== Segment start ==

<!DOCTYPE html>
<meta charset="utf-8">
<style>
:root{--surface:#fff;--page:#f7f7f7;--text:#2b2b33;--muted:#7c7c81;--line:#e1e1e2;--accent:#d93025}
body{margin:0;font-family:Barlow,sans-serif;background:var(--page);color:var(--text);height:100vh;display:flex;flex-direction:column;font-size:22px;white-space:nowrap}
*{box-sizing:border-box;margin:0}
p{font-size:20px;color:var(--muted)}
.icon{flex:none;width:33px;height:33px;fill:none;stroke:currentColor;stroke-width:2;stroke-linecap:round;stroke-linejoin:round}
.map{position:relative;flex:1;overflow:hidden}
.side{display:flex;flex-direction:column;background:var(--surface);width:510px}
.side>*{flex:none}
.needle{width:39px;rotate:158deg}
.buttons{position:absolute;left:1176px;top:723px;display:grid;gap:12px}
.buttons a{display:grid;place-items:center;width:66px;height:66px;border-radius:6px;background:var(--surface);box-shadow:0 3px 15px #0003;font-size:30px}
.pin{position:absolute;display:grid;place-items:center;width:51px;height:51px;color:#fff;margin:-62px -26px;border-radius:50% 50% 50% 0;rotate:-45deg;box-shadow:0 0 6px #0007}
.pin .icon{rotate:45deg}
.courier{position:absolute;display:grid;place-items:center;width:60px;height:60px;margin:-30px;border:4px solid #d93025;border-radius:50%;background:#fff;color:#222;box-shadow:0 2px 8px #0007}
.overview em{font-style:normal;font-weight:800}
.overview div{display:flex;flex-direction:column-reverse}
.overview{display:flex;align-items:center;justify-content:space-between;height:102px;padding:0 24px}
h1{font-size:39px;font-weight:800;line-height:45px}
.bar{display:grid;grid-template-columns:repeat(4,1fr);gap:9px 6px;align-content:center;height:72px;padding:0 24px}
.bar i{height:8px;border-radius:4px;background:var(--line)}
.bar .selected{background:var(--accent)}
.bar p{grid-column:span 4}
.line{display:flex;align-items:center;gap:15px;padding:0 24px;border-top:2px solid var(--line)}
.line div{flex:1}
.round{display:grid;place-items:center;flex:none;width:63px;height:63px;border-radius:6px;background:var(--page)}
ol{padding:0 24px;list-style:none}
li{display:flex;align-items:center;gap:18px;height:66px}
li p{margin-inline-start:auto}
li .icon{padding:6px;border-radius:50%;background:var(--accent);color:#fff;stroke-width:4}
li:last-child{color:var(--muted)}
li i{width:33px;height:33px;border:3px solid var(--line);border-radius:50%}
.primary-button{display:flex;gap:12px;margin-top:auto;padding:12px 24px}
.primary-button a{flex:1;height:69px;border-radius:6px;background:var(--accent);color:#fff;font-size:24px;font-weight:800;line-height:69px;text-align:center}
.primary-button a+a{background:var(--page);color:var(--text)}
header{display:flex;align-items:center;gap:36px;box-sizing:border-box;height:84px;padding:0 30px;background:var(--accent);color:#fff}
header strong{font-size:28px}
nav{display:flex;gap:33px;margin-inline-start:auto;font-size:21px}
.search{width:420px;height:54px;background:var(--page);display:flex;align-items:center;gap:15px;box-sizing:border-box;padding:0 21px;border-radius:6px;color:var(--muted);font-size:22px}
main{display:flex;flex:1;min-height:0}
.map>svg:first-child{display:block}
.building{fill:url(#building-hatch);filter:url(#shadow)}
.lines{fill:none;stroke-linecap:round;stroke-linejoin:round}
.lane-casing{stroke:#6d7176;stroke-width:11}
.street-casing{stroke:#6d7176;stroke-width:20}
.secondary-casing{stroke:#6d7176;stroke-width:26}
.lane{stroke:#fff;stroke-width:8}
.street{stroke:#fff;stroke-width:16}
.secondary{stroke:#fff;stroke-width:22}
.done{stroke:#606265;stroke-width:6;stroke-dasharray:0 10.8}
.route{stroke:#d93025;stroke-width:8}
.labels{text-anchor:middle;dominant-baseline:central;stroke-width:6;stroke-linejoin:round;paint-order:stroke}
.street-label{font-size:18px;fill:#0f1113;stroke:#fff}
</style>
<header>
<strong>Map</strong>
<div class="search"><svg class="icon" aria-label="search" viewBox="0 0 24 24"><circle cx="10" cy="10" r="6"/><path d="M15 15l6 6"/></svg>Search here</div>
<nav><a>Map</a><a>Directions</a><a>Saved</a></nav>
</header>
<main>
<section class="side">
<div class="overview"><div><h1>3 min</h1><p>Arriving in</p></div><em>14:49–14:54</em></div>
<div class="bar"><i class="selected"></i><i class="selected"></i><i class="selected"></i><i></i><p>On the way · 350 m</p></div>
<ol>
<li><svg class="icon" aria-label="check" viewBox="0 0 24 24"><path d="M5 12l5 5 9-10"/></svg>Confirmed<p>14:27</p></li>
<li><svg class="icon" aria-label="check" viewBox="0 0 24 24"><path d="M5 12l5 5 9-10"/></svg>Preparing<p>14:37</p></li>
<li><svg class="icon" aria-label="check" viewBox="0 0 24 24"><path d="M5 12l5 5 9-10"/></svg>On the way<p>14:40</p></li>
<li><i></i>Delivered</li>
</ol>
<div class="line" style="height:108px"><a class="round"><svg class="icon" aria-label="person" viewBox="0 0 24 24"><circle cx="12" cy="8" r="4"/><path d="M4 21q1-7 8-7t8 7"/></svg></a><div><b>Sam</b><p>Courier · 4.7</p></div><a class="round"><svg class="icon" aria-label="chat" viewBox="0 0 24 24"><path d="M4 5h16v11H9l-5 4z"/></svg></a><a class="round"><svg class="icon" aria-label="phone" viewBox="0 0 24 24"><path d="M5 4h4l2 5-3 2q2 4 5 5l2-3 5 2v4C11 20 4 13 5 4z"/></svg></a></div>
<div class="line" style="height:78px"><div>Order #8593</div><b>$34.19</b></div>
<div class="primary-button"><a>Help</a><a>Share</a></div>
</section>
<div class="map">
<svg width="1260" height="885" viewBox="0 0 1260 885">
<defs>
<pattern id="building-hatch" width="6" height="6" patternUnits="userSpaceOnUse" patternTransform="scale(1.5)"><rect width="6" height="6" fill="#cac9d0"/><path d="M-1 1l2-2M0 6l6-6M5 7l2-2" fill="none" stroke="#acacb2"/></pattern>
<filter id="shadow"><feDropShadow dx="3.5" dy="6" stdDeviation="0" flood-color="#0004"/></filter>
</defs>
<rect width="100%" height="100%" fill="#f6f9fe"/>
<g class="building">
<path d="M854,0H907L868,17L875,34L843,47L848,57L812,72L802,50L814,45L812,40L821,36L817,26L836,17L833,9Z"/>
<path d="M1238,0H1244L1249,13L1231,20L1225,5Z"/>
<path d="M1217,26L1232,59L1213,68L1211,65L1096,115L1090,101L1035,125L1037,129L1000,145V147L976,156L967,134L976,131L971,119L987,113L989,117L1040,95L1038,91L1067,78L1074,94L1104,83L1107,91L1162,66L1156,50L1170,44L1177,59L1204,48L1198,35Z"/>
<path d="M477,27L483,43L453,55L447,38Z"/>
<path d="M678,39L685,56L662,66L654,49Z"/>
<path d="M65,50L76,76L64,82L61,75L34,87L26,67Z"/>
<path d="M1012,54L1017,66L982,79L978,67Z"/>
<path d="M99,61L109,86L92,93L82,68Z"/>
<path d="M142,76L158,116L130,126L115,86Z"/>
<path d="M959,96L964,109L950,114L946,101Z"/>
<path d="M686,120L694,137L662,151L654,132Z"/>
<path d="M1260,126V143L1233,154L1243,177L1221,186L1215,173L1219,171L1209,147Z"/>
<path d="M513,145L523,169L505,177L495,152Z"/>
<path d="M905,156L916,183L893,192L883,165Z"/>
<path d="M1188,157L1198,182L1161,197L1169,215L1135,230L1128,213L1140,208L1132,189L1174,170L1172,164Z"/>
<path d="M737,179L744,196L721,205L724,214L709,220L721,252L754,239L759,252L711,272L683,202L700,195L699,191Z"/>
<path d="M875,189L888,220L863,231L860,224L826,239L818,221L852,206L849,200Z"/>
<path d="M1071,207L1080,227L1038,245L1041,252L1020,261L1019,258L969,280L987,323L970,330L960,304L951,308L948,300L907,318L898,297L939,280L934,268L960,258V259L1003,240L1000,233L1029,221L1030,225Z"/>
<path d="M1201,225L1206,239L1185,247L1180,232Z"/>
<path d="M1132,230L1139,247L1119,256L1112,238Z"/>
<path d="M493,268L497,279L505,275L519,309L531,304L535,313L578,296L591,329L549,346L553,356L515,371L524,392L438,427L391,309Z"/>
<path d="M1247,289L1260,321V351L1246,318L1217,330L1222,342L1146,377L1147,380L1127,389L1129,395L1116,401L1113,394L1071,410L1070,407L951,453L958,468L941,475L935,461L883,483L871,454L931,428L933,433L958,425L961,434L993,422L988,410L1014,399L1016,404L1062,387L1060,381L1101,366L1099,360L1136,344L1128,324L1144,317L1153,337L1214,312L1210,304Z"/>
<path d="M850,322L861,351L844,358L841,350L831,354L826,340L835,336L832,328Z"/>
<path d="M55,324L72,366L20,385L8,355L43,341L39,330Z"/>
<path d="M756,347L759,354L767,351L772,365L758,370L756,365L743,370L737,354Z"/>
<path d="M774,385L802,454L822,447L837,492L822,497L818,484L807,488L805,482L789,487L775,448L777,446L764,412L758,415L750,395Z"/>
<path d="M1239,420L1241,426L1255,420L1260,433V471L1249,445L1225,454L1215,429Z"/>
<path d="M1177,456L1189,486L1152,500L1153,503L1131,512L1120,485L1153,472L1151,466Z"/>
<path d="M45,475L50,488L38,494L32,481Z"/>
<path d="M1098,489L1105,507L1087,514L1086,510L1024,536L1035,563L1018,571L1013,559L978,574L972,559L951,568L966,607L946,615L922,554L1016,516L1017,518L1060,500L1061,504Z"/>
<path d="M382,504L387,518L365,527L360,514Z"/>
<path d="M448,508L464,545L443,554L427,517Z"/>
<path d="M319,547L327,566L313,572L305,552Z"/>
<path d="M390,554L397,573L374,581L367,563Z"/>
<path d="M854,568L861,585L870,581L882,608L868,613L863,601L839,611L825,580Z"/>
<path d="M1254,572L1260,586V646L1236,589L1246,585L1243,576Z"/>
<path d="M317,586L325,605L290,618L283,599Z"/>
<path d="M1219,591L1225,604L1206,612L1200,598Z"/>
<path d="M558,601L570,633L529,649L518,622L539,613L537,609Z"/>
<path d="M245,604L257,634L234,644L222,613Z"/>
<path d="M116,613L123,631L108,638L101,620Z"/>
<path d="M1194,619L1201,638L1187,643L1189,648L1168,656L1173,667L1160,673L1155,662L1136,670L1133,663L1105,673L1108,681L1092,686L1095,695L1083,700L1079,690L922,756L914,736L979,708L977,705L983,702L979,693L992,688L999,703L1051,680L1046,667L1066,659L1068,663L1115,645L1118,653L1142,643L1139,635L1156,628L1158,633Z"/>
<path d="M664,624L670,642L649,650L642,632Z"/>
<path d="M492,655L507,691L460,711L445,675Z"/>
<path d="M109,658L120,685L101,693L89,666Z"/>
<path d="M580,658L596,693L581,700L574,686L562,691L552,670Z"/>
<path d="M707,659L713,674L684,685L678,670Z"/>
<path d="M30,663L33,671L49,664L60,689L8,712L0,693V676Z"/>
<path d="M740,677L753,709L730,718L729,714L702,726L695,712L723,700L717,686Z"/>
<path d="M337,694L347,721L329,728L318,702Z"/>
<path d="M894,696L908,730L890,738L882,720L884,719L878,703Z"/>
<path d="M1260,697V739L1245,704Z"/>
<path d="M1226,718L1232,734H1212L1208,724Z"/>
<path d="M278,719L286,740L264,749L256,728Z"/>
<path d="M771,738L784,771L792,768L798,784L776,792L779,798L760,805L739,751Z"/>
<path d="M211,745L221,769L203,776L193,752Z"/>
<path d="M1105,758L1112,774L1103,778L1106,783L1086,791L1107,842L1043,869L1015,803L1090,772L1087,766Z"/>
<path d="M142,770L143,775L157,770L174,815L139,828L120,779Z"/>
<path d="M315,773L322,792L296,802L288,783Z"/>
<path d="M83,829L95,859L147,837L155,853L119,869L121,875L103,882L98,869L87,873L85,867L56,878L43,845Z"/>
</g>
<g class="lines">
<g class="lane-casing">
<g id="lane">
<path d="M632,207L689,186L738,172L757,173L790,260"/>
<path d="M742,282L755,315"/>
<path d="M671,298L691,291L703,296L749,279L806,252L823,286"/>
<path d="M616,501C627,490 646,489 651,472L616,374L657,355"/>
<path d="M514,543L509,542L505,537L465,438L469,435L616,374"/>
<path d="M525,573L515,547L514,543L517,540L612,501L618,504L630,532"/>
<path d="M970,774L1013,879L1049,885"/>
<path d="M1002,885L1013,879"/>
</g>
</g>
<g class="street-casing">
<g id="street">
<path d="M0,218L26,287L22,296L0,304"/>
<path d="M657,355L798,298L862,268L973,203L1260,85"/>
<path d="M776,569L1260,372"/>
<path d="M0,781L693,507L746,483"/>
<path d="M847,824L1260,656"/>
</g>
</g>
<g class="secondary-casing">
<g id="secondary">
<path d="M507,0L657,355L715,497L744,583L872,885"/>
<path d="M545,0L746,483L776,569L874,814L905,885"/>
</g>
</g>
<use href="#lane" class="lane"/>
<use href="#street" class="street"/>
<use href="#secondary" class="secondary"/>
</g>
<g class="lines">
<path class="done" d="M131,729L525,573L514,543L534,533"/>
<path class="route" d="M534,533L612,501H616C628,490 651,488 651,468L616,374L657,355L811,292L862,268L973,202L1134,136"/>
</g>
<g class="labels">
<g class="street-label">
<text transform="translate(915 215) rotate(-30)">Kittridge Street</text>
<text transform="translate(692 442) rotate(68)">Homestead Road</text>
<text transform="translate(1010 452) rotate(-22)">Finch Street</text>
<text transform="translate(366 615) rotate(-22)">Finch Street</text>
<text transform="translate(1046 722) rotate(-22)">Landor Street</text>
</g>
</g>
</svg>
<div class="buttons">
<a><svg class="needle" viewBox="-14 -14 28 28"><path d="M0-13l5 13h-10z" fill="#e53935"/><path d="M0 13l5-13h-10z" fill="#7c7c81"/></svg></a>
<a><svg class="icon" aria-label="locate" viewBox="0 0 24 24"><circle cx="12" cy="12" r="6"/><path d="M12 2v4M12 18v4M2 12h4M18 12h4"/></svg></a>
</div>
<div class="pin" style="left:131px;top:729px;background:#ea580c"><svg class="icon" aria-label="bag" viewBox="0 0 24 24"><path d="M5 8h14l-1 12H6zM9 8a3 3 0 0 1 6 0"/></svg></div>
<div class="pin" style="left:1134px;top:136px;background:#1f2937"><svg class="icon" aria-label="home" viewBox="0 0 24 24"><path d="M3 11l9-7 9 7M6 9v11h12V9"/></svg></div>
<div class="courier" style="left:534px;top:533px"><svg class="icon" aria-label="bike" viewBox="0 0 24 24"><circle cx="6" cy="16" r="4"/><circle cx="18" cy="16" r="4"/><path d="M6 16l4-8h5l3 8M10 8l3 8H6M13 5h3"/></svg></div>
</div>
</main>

== Segment end ==

• **PROBLEM DETAILS**
Select all lines with the word "overview" from the entries above.

• **TASK OUTPUT**
.overview em{font-style:normal;font-weight:800}
.overview div{display:flex;flex-direction:column-reverse}
.overview{display:flex;align-items:center;justify-content:space-between;height:102px;padding:0 24px}
<div class="overview"><div><h1>3 min</h1><p>Arriving in</p></div><em>14:49–14:54</em></div>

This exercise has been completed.